■ **Task goal**
Taking the listing below line by line, tally those that contain the string "العربي". Give the total alone.
******
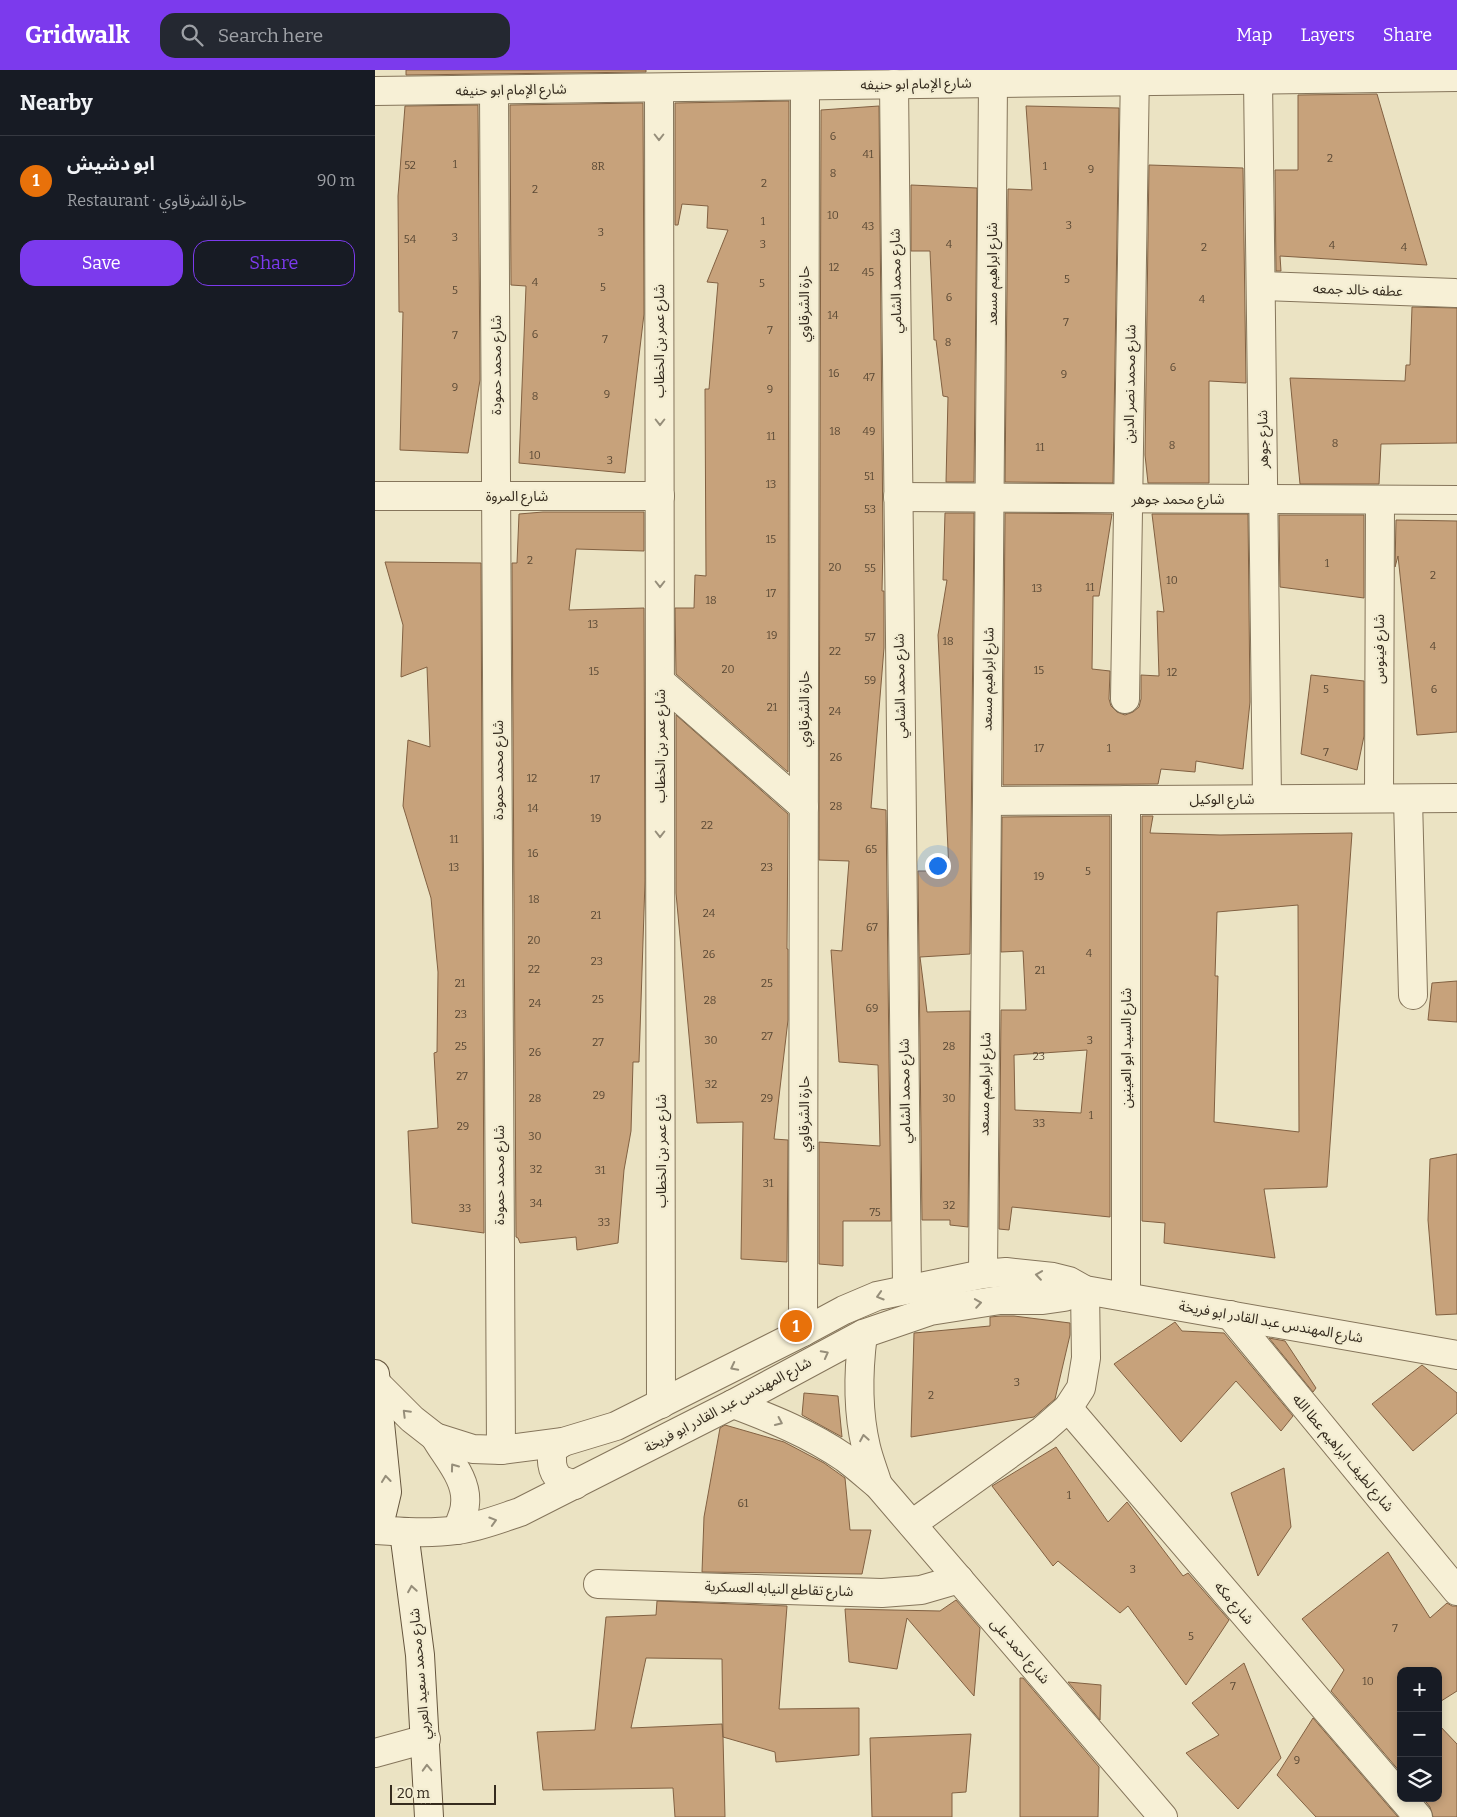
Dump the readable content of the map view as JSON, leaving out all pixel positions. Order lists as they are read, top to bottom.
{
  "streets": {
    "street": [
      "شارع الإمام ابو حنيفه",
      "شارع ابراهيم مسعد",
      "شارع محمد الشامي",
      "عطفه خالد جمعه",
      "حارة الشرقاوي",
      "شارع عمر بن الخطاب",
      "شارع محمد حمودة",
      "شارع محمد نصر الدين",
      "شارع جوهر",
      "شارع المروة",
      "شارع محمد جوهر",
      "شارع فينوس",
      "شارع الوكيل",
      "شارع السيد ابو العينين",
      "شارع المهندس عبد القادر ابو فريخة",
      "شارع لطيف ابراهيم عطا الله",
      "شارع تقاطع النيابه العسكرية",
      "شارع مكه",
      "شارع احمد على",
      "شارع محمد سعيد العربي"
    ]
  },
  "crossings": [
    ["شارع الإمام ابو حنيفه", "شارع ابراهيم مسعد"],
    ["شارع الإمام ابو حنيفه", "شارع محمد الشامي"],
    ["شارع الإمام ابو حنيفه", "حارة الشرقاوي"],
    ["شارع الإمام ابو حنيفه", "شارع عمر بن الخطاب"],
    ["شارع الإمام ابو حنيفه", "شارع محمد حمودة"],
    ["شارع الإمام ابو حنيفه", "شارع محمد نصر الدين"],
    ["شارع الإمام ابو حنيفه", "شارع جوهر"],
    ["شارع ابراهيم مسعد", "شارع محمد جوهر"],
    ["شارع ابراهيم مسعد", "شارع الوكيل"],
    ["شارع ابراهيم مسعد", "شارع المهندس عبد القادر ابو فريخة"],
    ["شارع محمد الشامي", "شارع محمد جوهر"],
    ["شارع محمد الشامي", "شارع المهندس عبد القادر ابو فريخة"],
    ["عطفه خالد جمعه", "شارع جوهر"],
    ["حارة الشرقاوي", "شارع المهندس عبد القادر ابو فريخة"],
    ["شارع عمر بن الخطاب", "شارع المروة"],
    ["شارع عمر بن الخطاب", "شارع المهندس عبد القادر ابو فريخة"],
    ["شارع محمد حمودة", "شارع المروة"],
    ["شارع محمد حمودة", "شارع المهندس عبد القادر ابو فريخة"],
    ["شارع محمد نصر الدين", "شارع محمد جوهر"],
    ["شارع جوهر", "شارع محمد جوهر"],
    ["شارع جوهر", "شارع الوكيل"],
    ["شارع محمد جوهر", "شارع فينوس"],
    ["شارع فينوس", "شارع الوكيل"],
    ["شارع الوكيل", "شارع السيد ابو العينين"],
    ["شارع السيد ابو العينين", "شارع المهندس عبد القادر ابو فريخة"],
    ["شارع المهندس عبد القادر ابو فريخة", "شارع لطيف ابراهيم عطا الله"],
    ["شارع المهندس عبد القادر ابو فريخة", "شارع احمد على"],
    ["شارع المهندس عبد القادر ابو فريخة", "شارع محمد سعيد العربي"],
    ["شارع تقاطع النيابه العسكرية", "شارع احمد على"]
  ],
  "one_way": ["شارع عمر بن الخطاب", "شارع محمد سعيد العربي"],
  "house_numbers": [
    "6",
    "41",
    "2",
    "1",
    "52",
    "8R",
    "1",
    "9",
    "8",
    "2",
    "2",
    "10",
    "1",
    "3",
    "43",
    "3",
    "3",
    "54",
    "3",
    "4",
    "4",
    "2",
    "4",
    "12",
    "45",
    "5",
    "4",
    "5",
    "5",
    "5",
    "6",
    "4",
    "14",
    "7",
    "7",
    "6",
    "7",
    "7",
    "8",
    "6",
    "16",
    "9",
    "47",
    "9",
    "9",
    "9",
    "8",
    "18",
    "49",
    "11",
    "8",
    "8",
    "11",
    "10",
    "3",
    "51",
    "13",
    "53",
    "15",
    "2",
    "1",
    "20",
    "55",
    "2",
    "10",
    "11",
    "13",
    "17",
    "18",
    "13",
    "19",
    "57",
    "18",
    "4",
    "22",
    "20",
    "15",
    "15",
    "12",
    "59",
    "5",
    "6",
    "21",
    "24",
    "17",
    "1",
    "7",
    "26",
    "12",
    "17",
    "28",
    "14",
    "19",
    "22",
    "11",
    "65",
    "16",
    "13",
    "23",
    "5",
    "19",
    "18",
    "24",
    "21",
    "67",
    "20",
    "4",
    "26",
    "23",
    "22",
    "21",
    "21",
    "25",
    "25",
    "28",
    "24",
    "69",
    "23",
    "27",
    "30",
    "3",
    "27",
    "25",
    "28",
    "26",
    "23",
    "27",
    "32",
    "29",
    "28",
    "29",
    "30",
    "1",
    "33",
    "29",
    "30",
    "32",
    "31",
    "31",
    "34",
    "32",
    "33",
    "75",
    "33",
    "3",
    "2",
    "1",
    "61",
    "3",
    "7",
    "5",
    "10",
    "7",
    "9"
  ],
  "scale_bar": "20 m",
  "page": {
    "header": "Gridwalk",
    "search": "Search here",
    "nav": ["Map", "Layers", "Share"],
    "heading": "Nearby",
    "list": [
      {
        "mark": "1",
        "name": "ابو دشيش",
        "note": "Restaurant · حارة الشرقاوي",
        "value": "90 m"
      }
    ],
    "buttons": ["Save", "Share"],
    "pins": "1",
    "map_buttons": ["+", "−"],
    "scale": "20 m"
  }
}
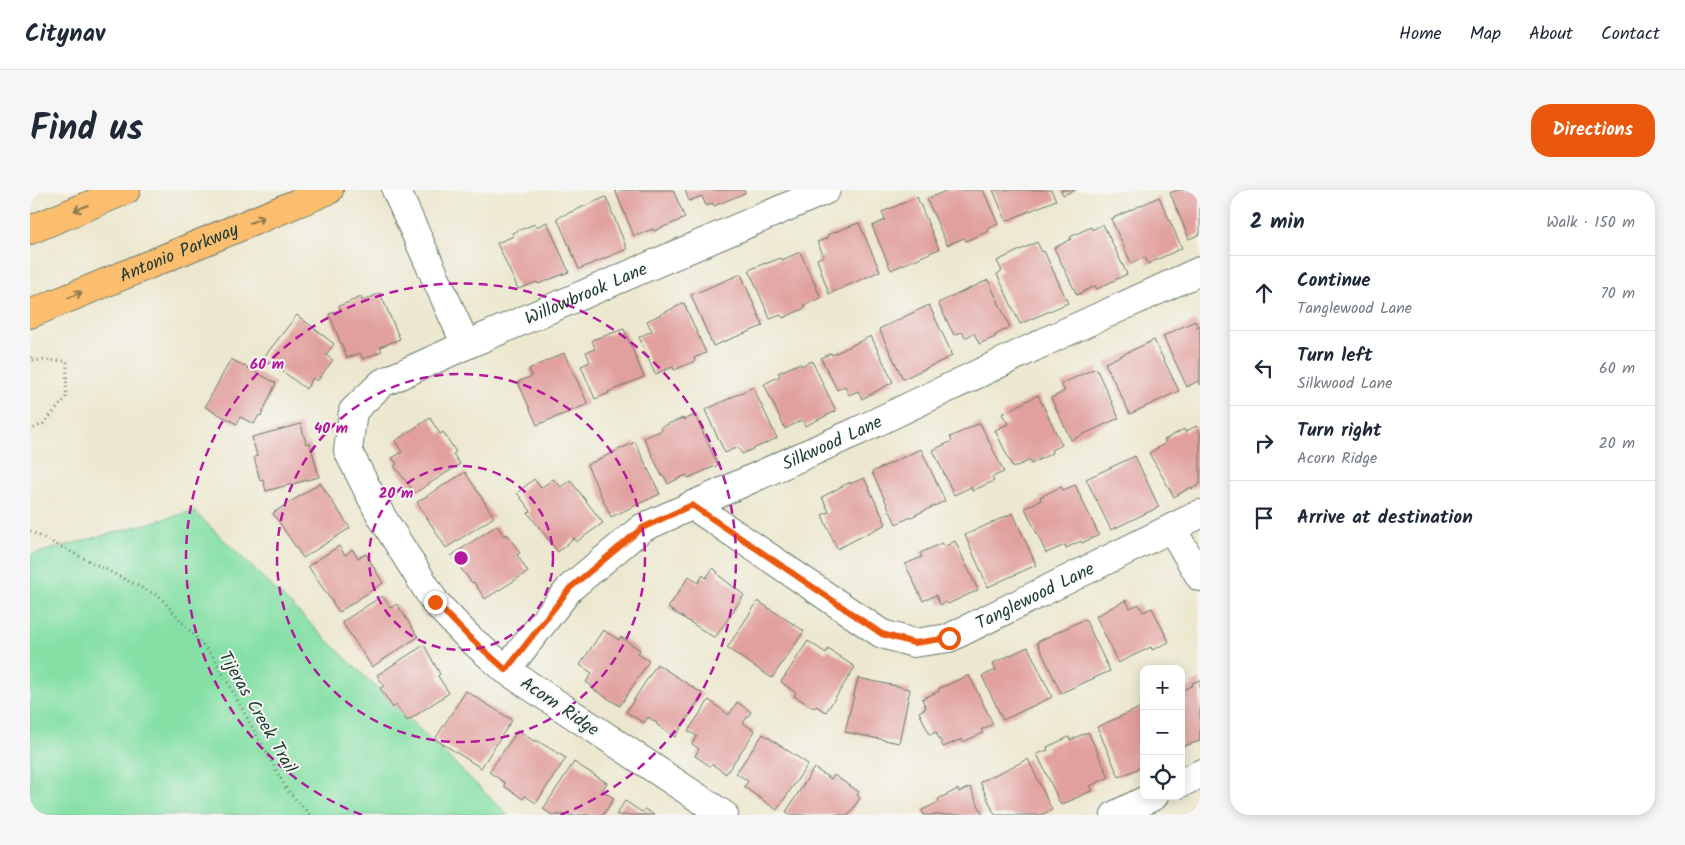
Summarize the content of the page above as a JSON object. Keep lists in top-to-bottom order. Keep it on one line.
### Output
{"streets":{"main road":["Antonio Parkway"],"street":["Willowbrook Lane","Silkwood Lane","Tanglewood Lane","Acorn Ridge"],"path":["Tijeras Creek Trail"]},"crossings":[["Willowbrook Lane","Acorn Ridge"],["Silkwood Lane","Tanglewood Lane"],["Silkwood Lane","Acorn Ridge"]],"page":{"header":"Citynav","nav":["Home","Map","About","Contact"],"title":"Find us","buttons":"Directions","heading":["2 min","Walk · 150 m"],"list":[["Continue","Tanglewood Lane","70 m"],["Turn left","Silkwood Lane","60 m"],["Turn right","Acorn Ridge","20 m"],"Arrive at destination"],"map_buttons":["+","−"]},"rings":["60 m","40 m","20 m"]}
******
■ **Task answer**
3